→ **Your assignment**:
Restate the listing below word for word, and leave its pictures behind.

→ **Information shown**:
+-------+

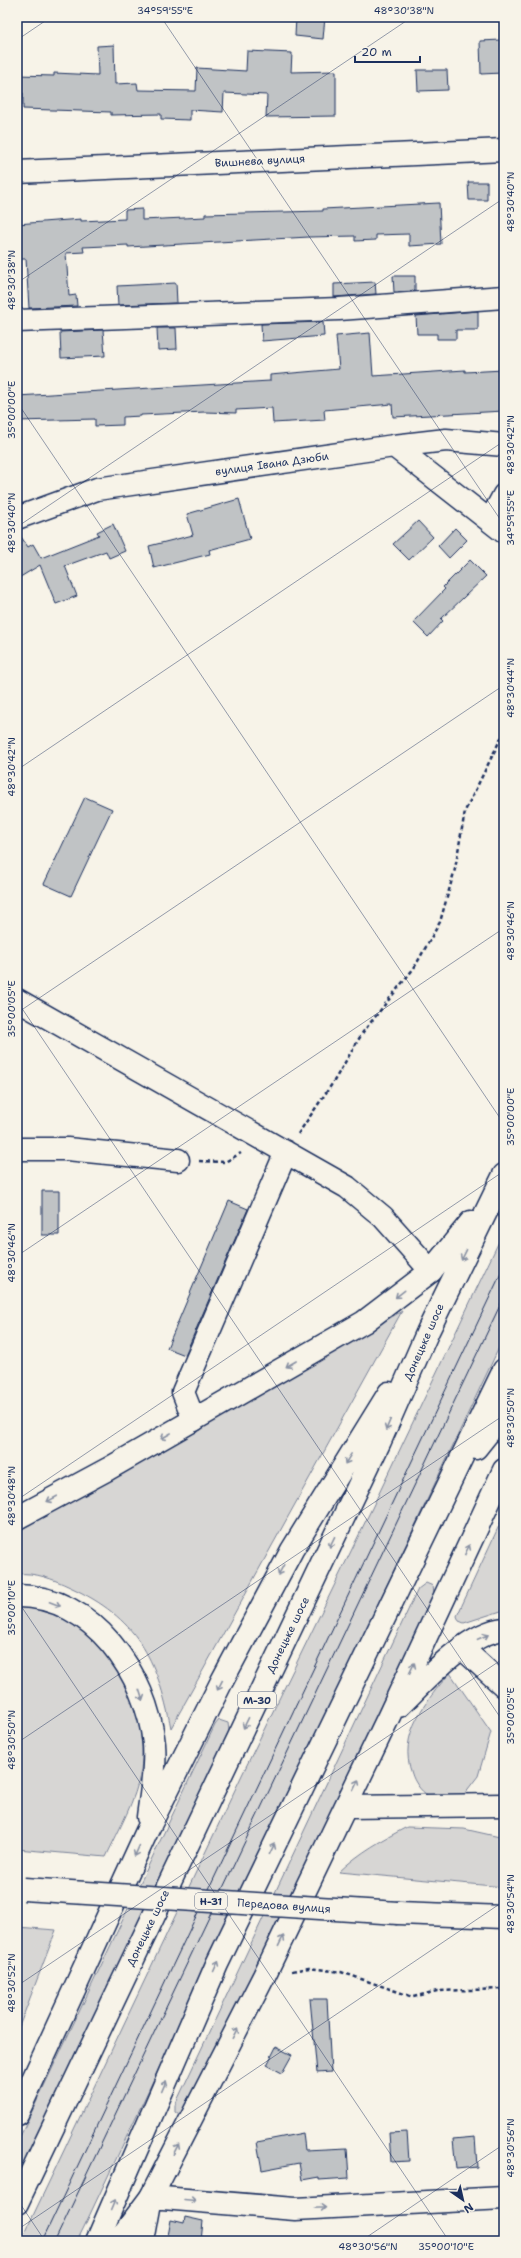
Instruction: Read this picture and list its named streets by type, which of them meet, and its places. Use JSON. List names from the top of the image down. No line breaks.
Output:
{"streets":{"main road":["Вишнева вулиця","вулиця Івана Дзюби","Донецьке шосе","М-30","Н-31","Передова вулиця"]},"scale_bar":"20 m","north":"bottom right","coordinates":["34°59'55\"E","48°30'38\"N","48°30'40\"N","35°00'00\"E","48°30'42\"N","48°30'44\"N","48°30'46\"N","35°00'05\"E","48°30'50\"N","48°30'48\"N","35°00'10\"E","48°30'54\"N","48°30'52\"N","48°30'56\"N"]}
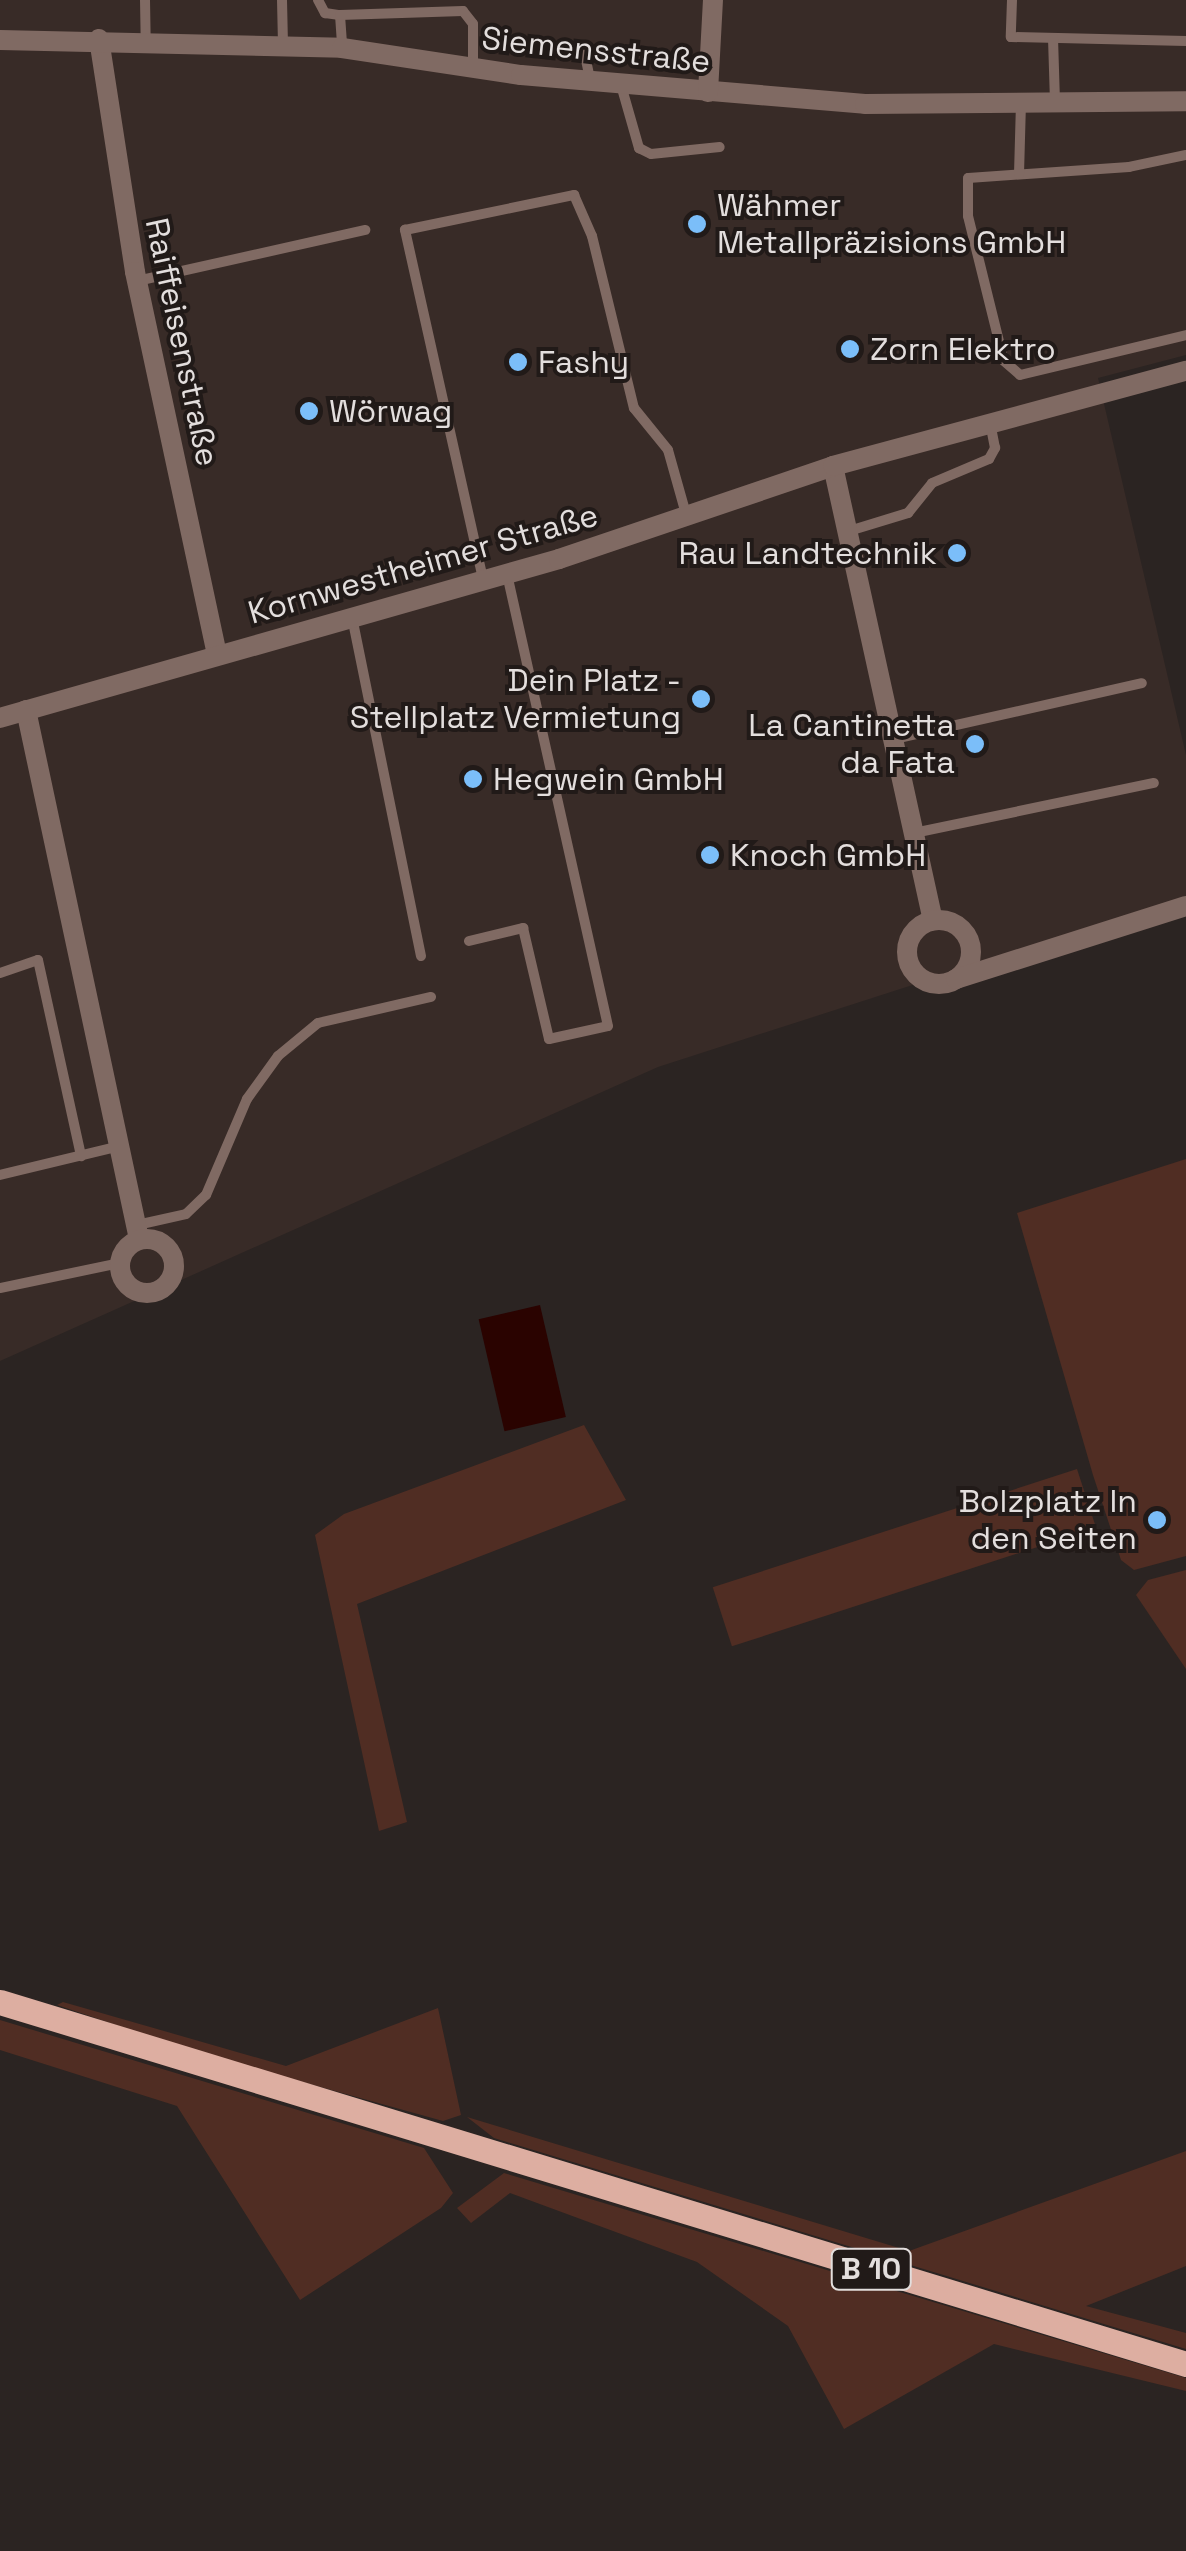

+-------+

→ **Answer to the problem**:
Instruction: Read this picture and list its named streets by type, which of them meet, and its places. Use JSON. List names from the top of the image down. No line breaks.
Output:
{"streets":{"main road":["Вишнева вулиця","вулиця Івана Дзюби","Донецьке шосе","М-30","Н-31","Передова вулиця"]},"scale_bar":"20 m","north":"bottom right","coordinates":["34°59'55\"E","48°30'38\"N","48°30'40\"N","35°00'00\"E","48°30'42\"N","48°30'44\"N","48°30'46\"N","35°00'05\"E","48°30'50\"N","48°30'48\"N","35°00'10\"E","48°30'54\"N","48°30'52\"N","48°30'56\"N"]}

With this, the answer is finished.